Anche Giuda è a tavola… a raccogliere tutto questo… e un po’ l’ha raccolto se è vero che quei trenta denari hanno incominciato a pesargli tremendamente tra le mani e lo hanno spinto a togliersi la vita.
Giuda non rappresenta altro che il peccato… il mio peccato. Anch’io quindi, con il mio limite, con il mio fallimento, con ciò che ha frantumato la mia persona, con il mio cuore ammalato, con quella cattiveria che in questa settimana mi ha chiuso agli altri rendendomi ostile… anch’io ho diritto di stare a tavola con Gesù, di mangiare il Pane e di bere il Vino.
Ho diritto, per conoscere davvero la mia povertà e la mia miseria. Per conoscere che le vie che ho tracciato non conducono alla vita, ma alla morte, per conoscere che ho tradito.

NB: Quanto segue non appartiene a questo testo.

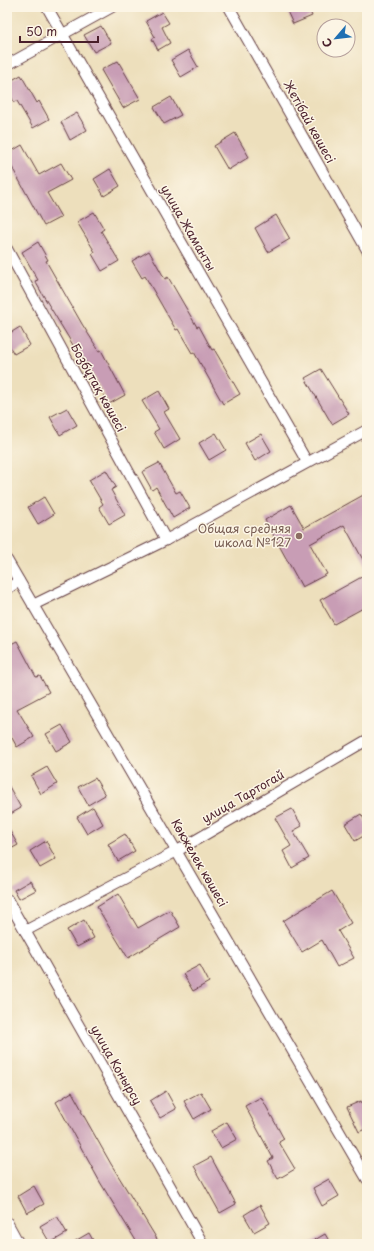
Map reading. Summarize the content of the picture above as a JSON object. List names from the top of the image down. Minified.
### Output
{"streets":{"street":["Жетібай көшесі","улица Жаманты","Бозбұтақ көшесі","улица Тартогай","Көкжелек көшесі","улица Конырсу"]},"crossings":[["улица Тартогай","Көкжелек көшесі"],["улица Тартогай","улица Конырсу"]],"places":["Общая средняя школа №127"],"scale_bar":"50 m","north":"bottom left"}
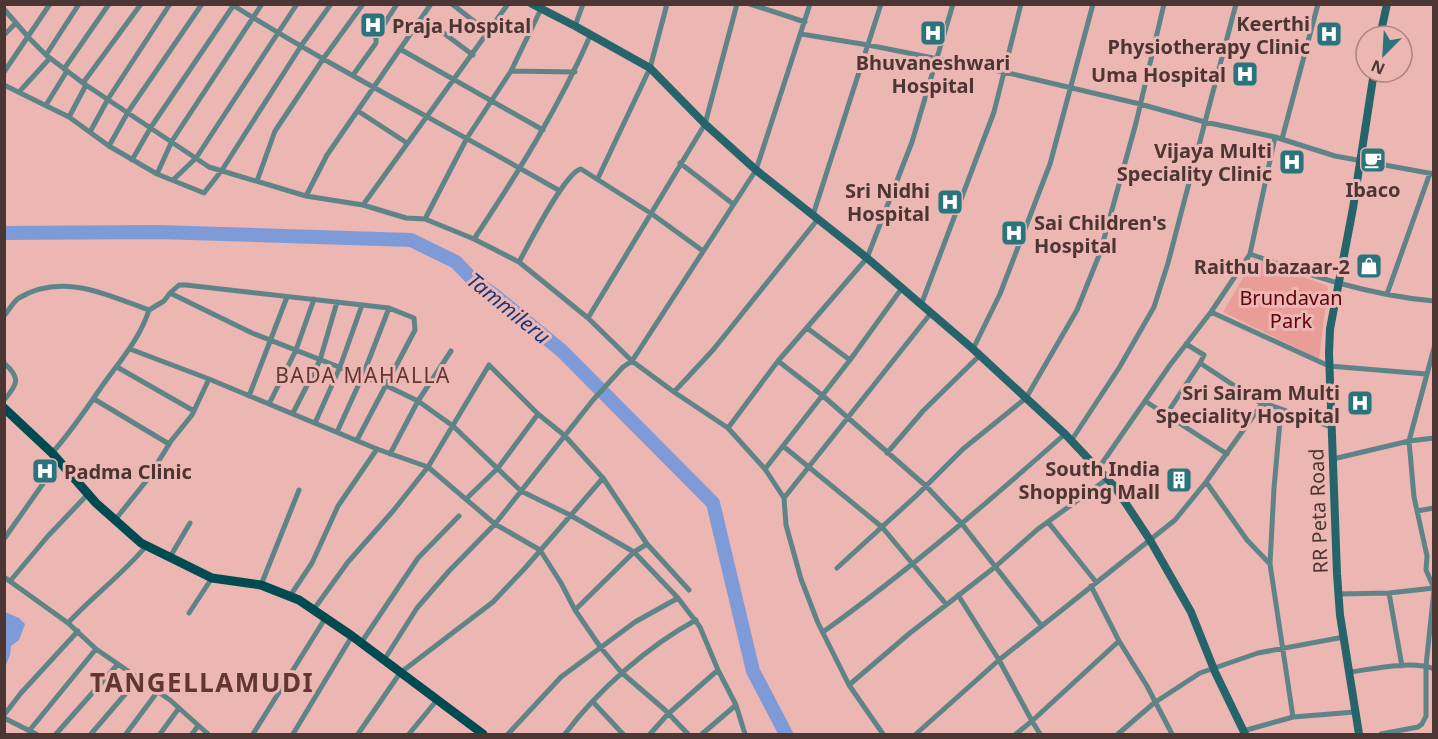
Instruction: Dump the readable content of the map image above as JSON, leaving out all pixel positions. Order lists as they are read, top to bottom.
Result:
{
  "streets": {
    "main road": ["RR Peta Road"]
  },
  "districts": ["BADA MAHALLA", "TANGELLAMUDI"],
  "water": ["Tammileru"],
  "parks": ["Brundavan Park"],
  "places": {
    "hospital": [
      "Praja Hospital",
      "Bhuvaneshwari Hospital",
      "Keerthi Physiotherapy Clinic",
      "Uma Hospital",
      "Vijaya Multi Speciality Clinic",
      "Sri Nidhi Hospital",
      "Sai Children's Hospital",
      "Sri Sairam Multi Speciality Hospital",
      "Padma Clinic"
    ],
    "cafe": ["Ibaco"],
    "shop": ["Raithu bazaar-2"],
    "building": ["South India Shopping Mall"]
  },
  "north": "bottom left"
}
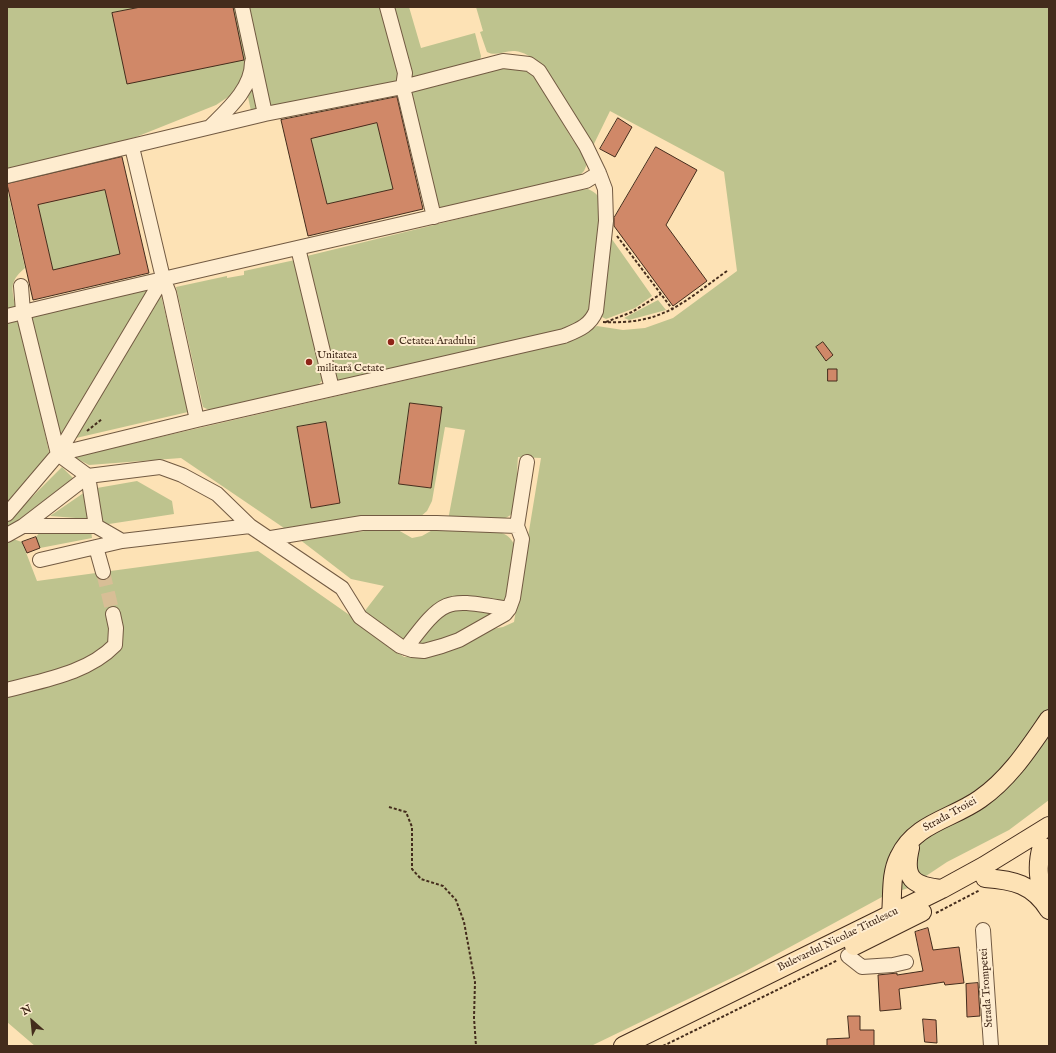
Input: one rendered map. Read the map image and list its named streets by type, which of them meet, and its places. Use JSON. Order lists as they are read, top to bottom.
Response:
{
  "streets": {
    "main road": ["Strada Troiei", "Bulevardul Nicolae Titulescu"],
    "street": ["Strada Trompetei"]
  },
  "crossings": [
    ["Strada Troiei", "Bulevardul Nicolae Titulescu"]
  ],
  "places": ["Cetatea Aradului", "Unitatea militară Cetate"],
  "north": "top left"
}
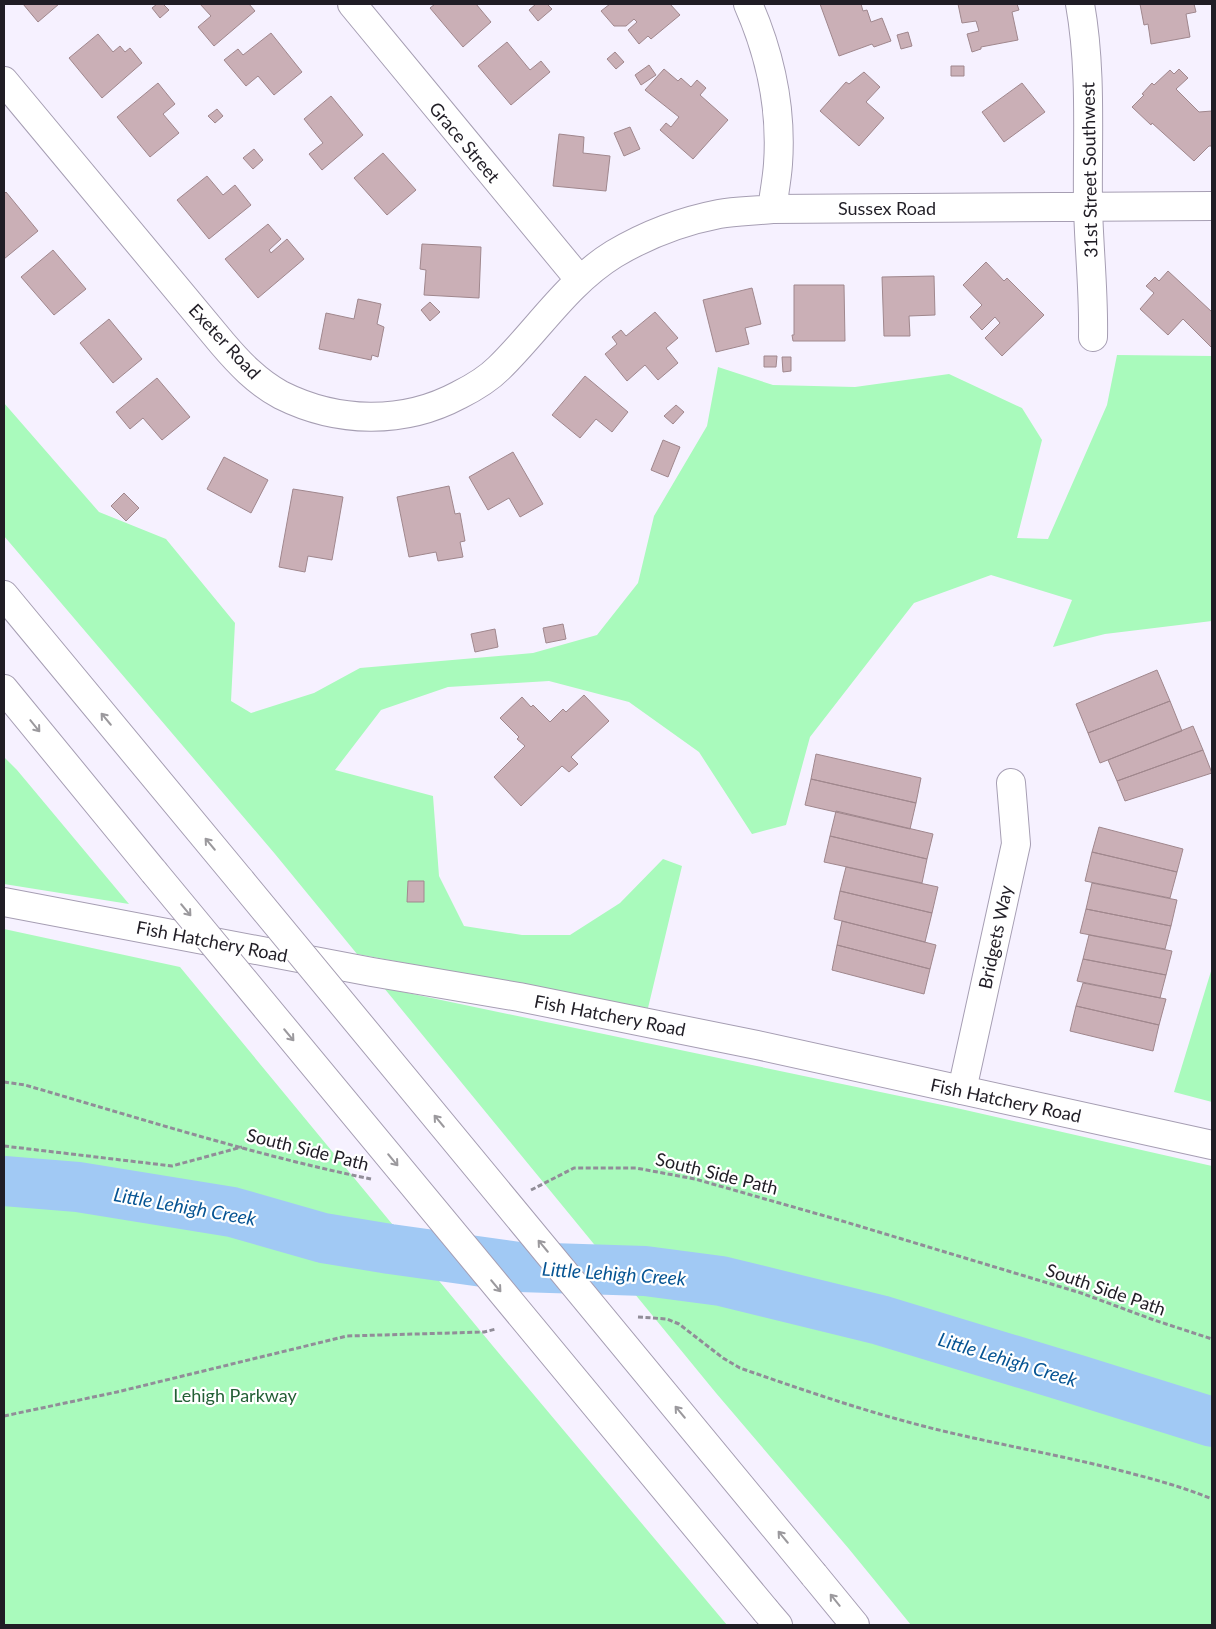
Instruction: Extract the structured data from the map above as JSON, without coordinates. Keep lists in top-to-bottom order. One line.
{"streets":{"main road":["Grace Street","31st Street Southwest","Sussex Road","Exeter Road","Bridgets Way","Fish Hatchery Road"],"path":["South Side Path"]},"crossings":[["Grace Street","Sussex Road"],["Grace Street","Exeter Road"],["31st Street Southwest","Sussex Road"],["Sussex Road","Exeter Road"],["Bridgets Way","Fish Hatchery Road"]],"water":["Little Lehigh Creek"],"parks":["Lehigh Parkway"]}
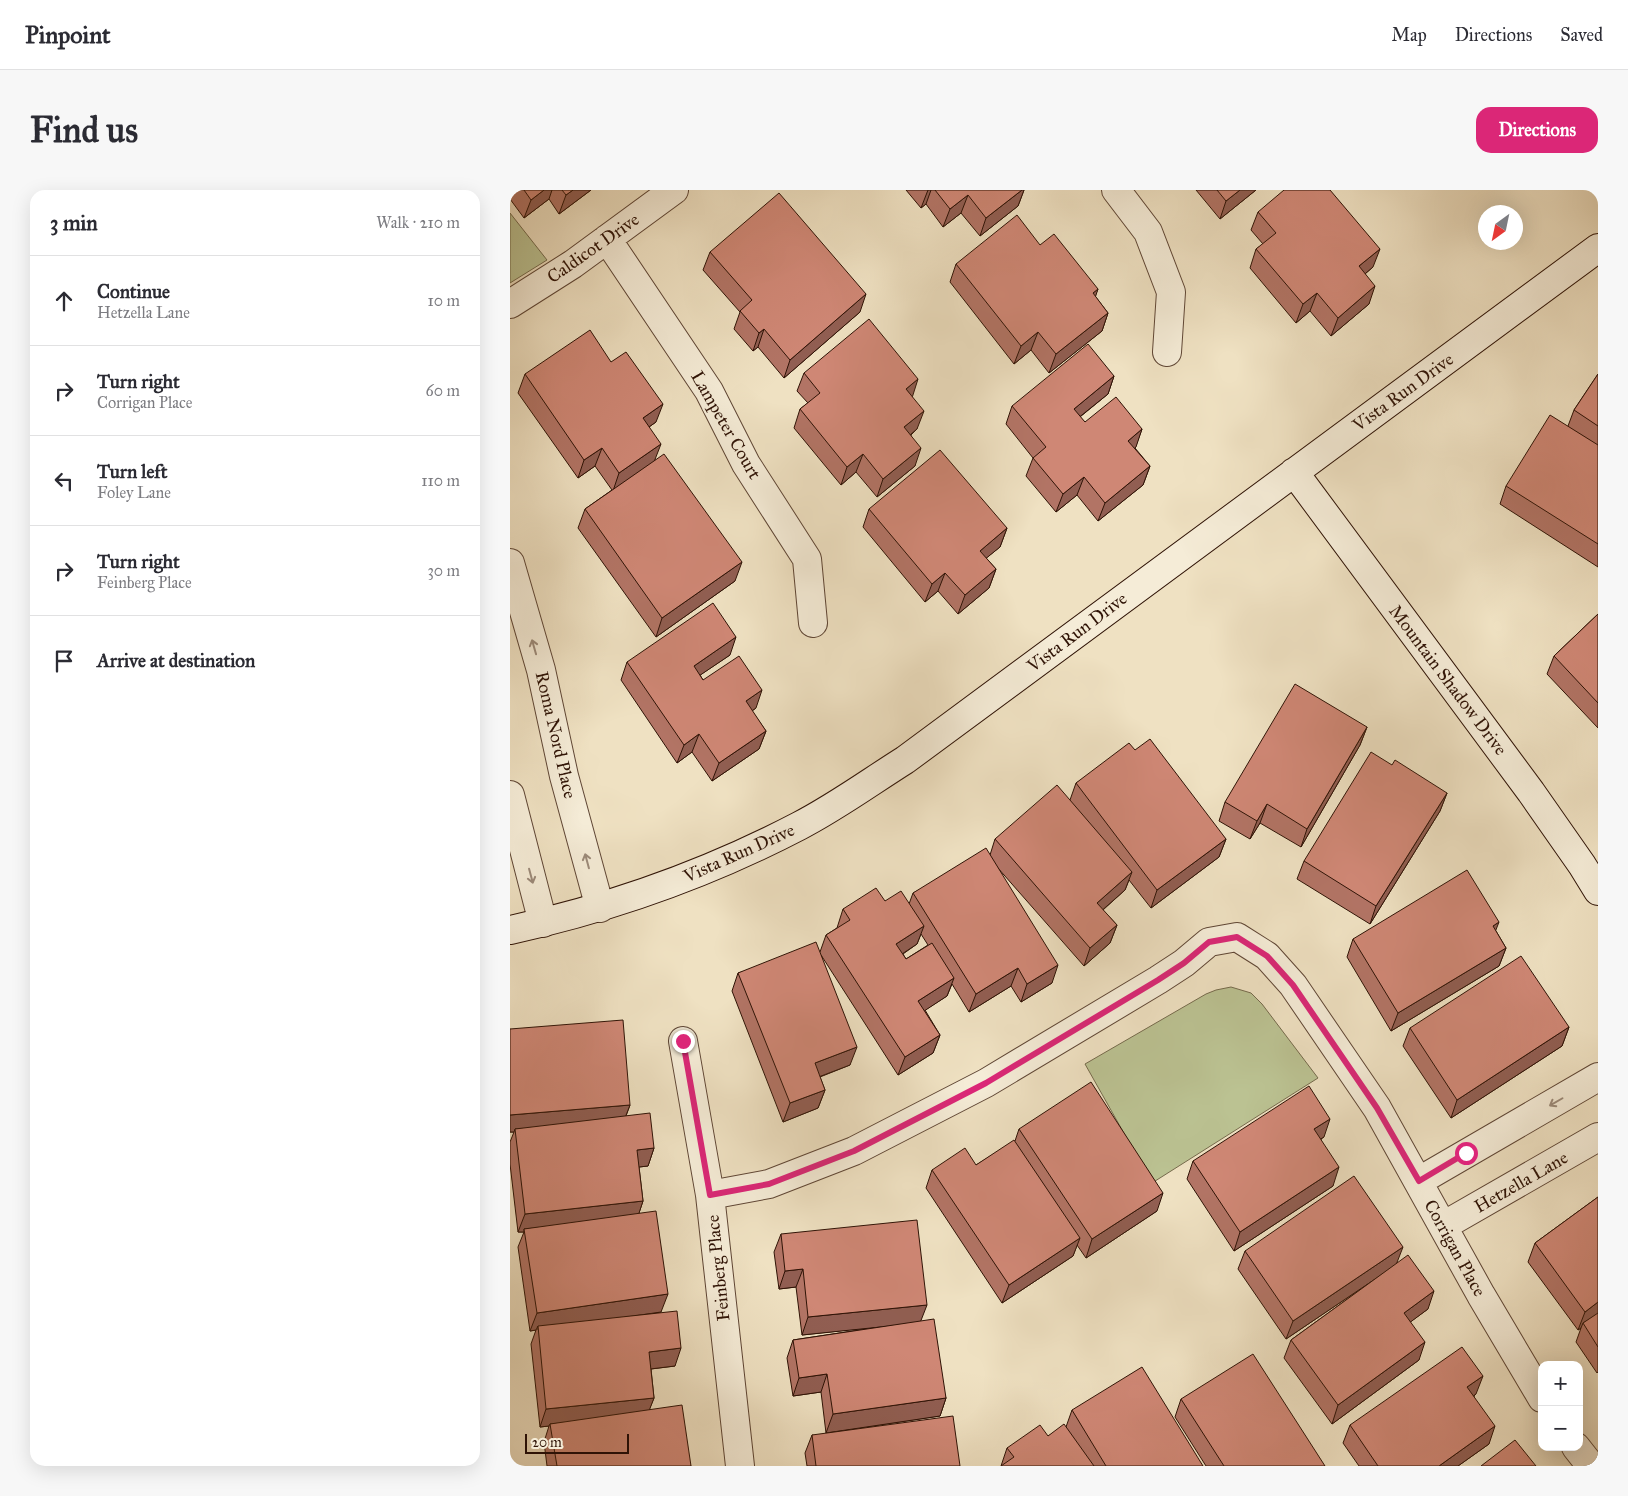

Certo, ci vuole del coraggio e, tante volte la nostra giustificazione espressa con un «non mi sento degno», è unicamente una situazione di comodo: è un sottrarsi a un giudizio che Gesù vuol porre sulla nostra vita per indicarci una novità, è un evitare un esame per paura di sentirci dire: «Non hai capito niente!».
Credo che, con Giuda, anch’io sono chiamato a stare a tavola, a riconoscere che, nonostante la mia indegnità, c’è un posto per me. Ho da sapere anch’io qual’è la risposta di Gesù al mio peccato, ho bisogno anch’io di sentirmi dire: «Amico, hai tradito». E sarà questo atteggiamento di bontà, di comprensione, di una verità proposta con forza e amicizia insieme, che potrà guidarmi verso un cammino di conversione che comincia proprio con il sapermi amato mentre sono peccatore.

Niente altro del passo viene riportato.